Responding to the views of the other HR directors, Alastair Henderson and Elaine Way commented: “It is really important that the NHS is open to new ideas and the comments are interesting. Equally, however, it is important that those coming in to the NHS understand its culture and strengths.”

“The culture of the NHS is unique. We know of HR directors who have come to it from other sectors and are very successful, but we believe they would accept that it’s critical to spend time understanding the politics and culture of the NHS.”

Henderson continues: “It’s interesting that the private sector HR directors see removing themselves from political ‘interference’ as key to their success. However, freedom to ignore central government targets will never be a reality in the NHS, and nor should it be. It is right that in a public service, Government sets the strategic policy. HR directors must ensure their interventions support this, although I support the view that organisations should have operational flexibility to implement those policies.”

 Commenting on the pay issues, Way says: “Whereas there is a suggestion that a successful employer needs to break away from national pay, I fully support the continuing focus on the ‘national’ element of the NHS. While employers need local flexibility, we want a common framework across the four countries of the UK.   Agenda for Change, the proposed new pay system, is a good example of a mixture of local flexibility within a national framework.”

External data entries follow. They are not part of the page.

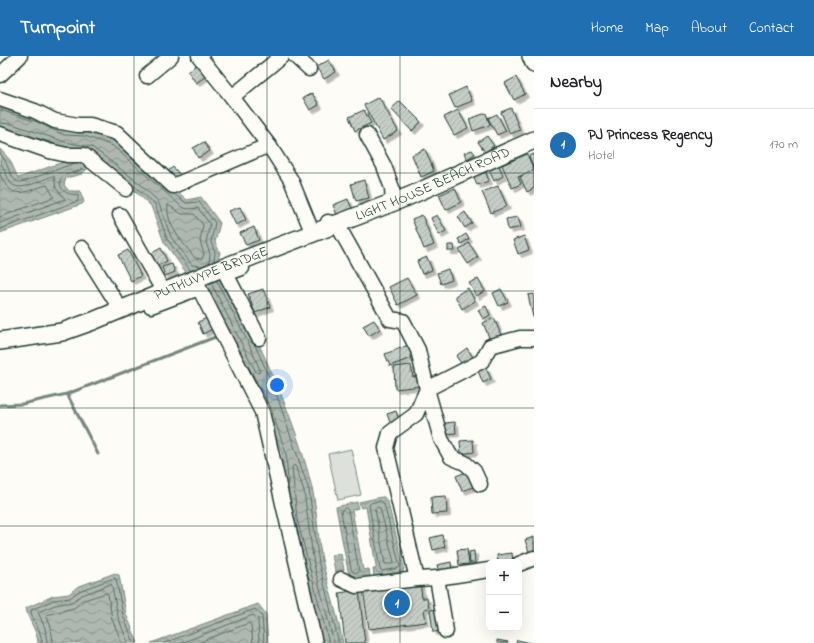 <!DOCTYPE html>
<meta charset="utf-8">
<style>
:root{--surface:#fff;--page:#f2f2f2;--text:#202124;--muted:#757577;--line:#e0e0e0;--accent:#1f6fb2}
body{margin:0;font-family:"Indie Flower",sans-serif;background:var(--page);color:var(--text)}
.controls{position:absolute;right:12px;bottom:12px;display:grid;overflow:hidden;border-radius:8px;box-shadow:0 4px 16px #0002}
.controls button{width:36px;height:36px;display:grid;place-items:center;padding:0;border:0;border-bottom:1px solid var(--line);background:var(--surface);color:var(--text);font:20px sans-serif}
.you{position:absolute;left:277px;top:329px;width:14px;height:14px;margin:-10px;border:3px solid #fff;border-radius:50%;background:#1a73e8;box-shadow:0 0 0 6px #1a73e833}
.badge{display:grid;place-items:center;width:26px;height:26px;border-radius:50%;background:var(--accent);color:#fff;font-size:13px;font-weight:700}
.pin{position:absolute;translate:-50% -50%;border:2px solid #fff;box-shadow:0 1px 4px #0006}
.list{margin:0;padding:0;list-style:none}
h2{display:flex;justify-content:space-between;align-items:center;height:52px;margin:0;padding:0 16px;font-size:17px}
h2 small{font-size:13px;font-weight:400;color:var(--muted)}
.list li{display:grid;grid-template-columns:26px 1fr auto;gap:12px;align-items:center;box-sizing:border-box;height:72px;padding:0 16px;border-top:1px solid var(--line)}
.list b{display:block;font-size:15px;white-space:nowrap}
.list p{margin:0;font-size:13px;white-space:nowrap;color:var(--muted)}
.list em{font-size:13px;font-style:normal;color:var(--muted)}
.map{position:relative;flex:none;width:534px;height:587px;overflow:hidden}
header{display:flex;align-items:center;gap:24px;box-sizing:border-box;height:56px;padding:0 20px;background:var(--accent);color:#fff}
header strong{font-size:19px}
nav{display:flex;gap:22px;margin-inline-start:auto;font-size:14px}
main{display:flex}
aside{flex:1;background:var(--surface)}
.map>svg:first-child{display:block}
</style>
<header>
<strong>Turnpoint</strong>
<nav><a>Home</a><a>Map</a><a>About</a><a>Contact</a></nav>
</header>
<main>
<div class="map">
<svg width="534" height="587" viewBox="0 0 534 587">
<defs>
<pattern id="water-waves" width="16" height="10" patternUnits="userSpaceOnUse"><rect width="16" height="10" fill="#aeb8b1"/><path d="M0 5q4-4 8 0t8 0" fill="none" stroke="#8d9791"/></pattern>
<pattern id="building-hatch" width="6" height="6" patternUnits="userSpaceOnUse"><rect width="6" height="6" fill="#c6cdc7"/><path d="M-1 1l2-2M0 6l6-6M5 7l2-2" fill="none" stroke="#aab1ac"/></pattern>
<filter id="shadow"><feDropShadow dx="3.5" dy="3.5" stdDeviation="0" flood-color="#0004"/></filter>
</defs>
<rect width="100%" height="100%" fill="#fdfcf7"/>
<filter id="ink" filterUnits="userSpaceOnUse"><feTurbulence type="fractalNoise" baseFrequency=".025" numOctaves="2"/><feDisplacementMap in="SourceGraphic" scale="8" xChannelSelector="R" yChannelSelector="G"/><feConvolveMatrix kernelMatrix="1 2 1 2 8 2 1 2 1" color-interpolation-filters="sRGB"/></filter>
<g filter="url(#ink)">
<path fill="#dde0db" stroke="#7e8e88" d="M351,393L361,439L338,444L328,398Z"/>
<g fill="url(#water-waves)" stroke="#75877f">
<path d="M0,45L118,82L187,144L201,141L220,167L215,186L220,197L217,206C255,278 293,353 312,432C318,457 317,483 323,508C329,534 338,560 343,587H320L285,439L282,398L266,352L188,219L164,186L151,150L133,133L87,98L0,76Z"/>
<path d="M0,93L10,104L18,122L77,101L90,110L82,118L66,122L64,129L69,135H80L84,146L82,148L0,177Z"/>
<path d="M382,441H384L388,447L404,512L403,516L374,520L373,513H376V510L366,451L361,452L359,446Z"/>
<path d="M357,446L358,452L352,454L363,514L369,513L370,520H350L348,515L336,451Z"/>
<path d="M341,498L344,514L339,517L335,515L332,499Z"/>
<path d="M115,517L119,519L126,558L138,587H38C37,573 28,565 26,552L53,540L69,538L77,531Z"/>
<path d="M258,548L266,558L268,587H151Z"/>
</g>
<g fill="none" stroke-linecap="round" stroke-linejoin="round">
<g stroke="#586e66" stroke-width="1">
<path d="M0,54L37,66L64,79L85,80L113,90L182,151L187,153L198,152L210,168L206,186L210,198L209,207"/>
<path d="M0,67L12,68L65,86L92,91L139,127L158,145L171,181L192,209L201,210"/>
<path d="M9,73L56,88"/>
<path d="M0,97C7,105 9,118 15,124C18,127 21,126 25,125L75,107"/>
<path d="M0,105C4,112 6,119 10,126C18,139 43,122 54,120L56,132L65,143L0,167"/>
<path d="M0,118C12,147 24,135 47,129L54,141L0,161"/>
<path d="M131,127L155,148L167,183L191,215"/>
<path d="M174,138L186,147L199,146L215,167L211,186L215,197L214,205"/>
<path d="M168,149L182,158H194L203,169L200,185L204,198L202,203L195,202C184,188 165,168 168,149Z"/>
<path d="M0,173L78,145V139C68,138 60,137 60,124C66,114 79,119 85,110"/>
<path d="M211,227L256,316L259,317L260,314C248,283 231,254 217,225"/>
<path d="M255,289L275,334L309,434L319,508L339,587"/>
<path d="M248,310L270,350L286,397L289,440"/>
<path d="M381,445L384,448L400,510L399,512L382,515L380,513L369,449L371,447Z"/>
<path d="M377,451L380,452L394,506L393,508H385L375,453Z"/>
<path d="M346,452L348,454L359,515L358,517L353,516L351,513L341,455Z"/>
<path d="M42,587C42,574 30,561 31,554L54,544L70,542L79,535L114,522L116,523L123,559L134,587"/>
<path d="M47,587L45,572L38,556L55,549L72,546L82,539L111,528L112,530L118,561L128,587"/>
<path d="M53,587L51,571L46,559L74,552L84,544L106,537L108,538L112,563L122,587"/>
<path d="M164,587L255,553L262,560L264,587"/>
<path d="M181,587L253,559L258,563L259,587"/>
<path d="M197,587L249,567L251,569L253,587"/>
<path d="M329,587L297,463L292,411L294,409L296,411L304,435L314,509L334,587"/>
</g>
<g stroke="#75877f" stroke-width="3">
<path d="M0,349L22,348L67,338"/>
<path d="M98,398L67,338L218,280"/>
</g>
</g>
<g fill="url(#building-hatch)" stroke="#1f3d34" filter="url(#shadow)">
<path d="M329,4L336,16L324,23L316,11Z"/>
<path d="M198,8L206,20L196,27L188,15Z"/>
<path d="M516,21L525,38L514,44L505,27Z"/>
<path d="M466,31L472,45L455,52L449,39Z"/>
<path d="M312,37L319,49L310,54L303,42Z"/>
<path d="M379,41L398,75L383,84L364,49Z"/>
<path d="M400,45L421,66L412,75L391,53Z"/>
<path d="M511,52L520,74L510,78L501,56Z"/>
<path d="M364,54L371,67L355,75L349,61Z"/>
<path d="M458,54L468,72L454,79L444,61Z"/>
<path d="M486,57L490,69L473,75L469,63Z"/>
<path d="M497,58L506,75L497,79L488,62Z"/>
<path d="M487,80L494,90L485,96L478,86Z"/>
<path d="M204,86L210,95L198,102L193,92Z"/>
<path d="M425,93L434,115L421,121L412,99Z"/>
<path d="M472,94L475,98L467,103L464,97Z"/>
<path d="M527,98L534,114L518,121L521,128L512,132L502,109Z"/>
<path d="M534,98V113L529,100Z"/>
<path d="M498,107L503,120L494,125L488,112Z"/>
<path d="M173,111L181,120L175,125L167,116Z"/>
<path d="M484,112L489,125L477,129L472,116Z"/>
<path d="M534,114V132L527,136L520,121Z"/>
<path d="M364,124L369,142L356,145L351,128Z"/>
<path d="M498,130L507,150L491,157L482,136Z"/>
<path d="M455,132L461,146L446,154L439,139Z"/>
<path d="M348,143L352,153L337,159L333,149Z"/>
<path d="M240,151L246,164L236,169L229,155Z"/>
<path d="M465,156L472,167L465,172L458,161Z"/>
<path d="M422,159L434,189L424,193L412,163Z"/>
<path d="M437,159L446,175L439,179L431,162Z"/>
<path d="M518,161L521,171L508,174L506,163Z"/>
<path d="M254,171L259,184L246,189L240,177Z"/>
<path d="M466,178L469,183L461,188L458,183Z"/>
<path d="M524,180L529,194L518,198L513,184Z"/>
<path d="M469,187L478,201L468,208L459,194Z"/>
<path d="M448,189H454L455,195H448Z"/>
<path d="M161,192L167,205L157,210L150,198Z"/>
<path d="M128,194L141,220L131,225L118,199Z"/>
<path d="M427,201L432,214L422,218L417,205Z"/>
<path d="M172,208L175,216L165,220L162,211Z"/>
<path d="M448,213L452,224L441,228L437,217Z"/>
<path d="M407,222L417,239L398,249L389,231Z"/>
<path d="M478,223L485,235L476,240L469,227Z"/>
<path d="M468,232L475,245L462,253L455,240Z"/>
<path d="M263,233L270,251L255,257L248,238Z"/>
<path d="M501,233L508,246L499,250L493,237Z"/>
<path d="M534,238V261H533L528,239Z"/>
<path d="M486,250L490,259L483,263L478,254Z"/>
<path d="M209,261L214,272L203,278L198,266Z"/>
<path d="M494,262L501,279L490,284L483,267Z"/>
<path d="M374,264L380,273L369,280L363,270Z"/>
<path d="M411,288L416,300L390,310L385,298Z"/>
<path d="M467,292L474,303L463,310L456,300Z"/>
<path d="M411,309L413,321L420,320L422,330L395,333L394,311Z"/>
<path d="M486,312L491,323L483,327L478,315Z"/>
<path d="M396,355L400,366L391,369L387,358Z"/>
<path d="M455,366L456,377L446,378L445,367Z"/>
<path d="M473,384L474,396L461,398L460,385Z"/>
<path d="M471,414L475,423L470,425L473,431L462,435L456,420Z"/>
<path d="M446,440L447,457L432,458L431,441Z"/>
<path d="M442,479L445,491L433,494L430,482Z"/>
<path d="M534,481V495L529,496L525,484Z"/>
<path d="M467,493L469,508L459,509L457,494Z"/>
<path d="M474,495L475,507H470L469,496Z"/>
<path d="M512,497L513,506H498L497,499Z"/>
<path d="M451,506L452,514L439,517L437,509Z"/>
<path d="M420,525L422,542H427L429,552L424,553L426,566L369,573L363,533Z"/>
<path d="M359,534L365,587H345L339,537Z"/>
<path d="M440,553L443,575L433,576L430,554Z"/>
<path d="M497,584L508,586V587H497Z"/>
<path d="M517,584L531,587H516Z"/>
</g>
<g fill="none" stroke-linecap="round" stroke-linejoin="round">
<defs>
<g id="minor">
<path d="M199,0L232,41L282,0"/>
<path d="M295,0L309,13"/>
<path d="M0,19L20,0"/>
<path d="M147,20L171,0"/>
<path d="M232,41L270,91"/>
<path d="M0,43L35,55L55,65L78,69H90L117,77L173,130L262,92L270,91L291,124L311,173"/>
<path d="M0,78L49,95L67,99H84L126,133"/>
<path d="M367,79L384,110L392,132L393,147"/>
<path d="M120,159L161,231"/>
<path d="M328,166L337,168L390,263L403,265L418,294L427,333L482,305L490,290L520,282H534"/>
<path d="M82,192L118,249"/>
<path d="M242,212L226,218L259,282"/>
<path d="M151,250L199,232L262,356L315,587"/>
<path d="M519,508L534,502"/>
<path d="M437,522L417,523L386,392L390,377L416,358L427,333L441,383L451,401L465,407L474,415L480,428"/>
<path d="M341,523L356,530L417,523"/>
<path d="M446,575L437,522L489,514"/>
</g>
<g id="major">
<path d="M531,0L534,7"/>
<path id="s1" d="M0,285L62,276L93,265L222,212L407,141L534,84"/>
</g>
</defs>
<use href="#minor" stroke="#1f3d34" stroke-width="17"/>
<use href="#major" stroke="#1f3d34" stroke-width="20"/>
<use href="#minor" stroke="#fdfcf7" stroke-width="14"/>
<use href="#major" stroke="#fdfcf7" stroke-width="17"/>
</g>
</g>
<path fill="none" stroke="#1f3d34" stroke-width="1" stroke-opacity="0.55" d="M134,0V587M267,0V587M400,0V587M0,117H534M0,235H534M0,352H534M0,470H534"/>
<g text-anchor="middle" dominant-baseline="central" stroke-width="4" stroke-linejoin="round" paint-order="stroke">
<g font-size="14" fill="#1f3d34" stroke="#fdfcf7">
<text stroke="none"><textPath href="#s1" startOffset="462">LIGHT HOUSE BEACH ROAD</textPath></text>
<text stroke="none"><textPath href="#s1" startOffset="223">PUTHUVYPE BRIDGE</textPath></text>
</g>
</g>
</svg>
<div class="controls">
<button>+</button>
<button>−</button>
</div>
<div class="you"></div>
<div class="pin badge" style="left:397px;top:547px">1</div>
</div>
<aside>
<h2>Nearby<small></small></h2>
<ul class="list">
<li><span class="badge">1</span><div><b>PJ Princess Regency</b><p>Hotel</p></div><em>170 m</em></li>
</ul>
</aside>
</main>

Henderson agrees: “We believe it’s important that nurses doing the same job get the same basic pay, whether they’re in Derry or Derby, and that patients know that variations in pay will not lead to a two or three tier service. The idea of selfishness of employers, referred to by one of the respondents, is the complete antithesis to the public service value of ‘selflessness’ and is dangerous because of its potential for leapfrogging of pay and conditions of service among employers.”

Henderson disagrees there is excessive administration and bureaucracy.  “There are huge myths about administration in the NHS. Less than 3 per cent of NHS staff are managers and only 4p in every pound is spent on management costs.”

Way adds: “I completely support the idea of more staff involvement and it is happening to a greater or lesser extent across the country.

“The majority of frontline NHS staff are highly-qualified professionals who want to continually improve the services they provide to patients, and organisations are using initiatives such as Improving Working Lives both to support more staff involvement and improve morale. A lot of organisational development work in the NHS is promoting the idea of frontline staff as leaders.”

 Finally, Henderson and Way comment on the contribution of the trade unions: “The vast majority of staff are also members of trade unions and professional associations. It’s interesting that little mention has been made of the importance of staff-side organisations as partners in the success of the NHS.

“We believe the NHS has reaped many benefits from social partnership working in the past few years and we want to build on this.”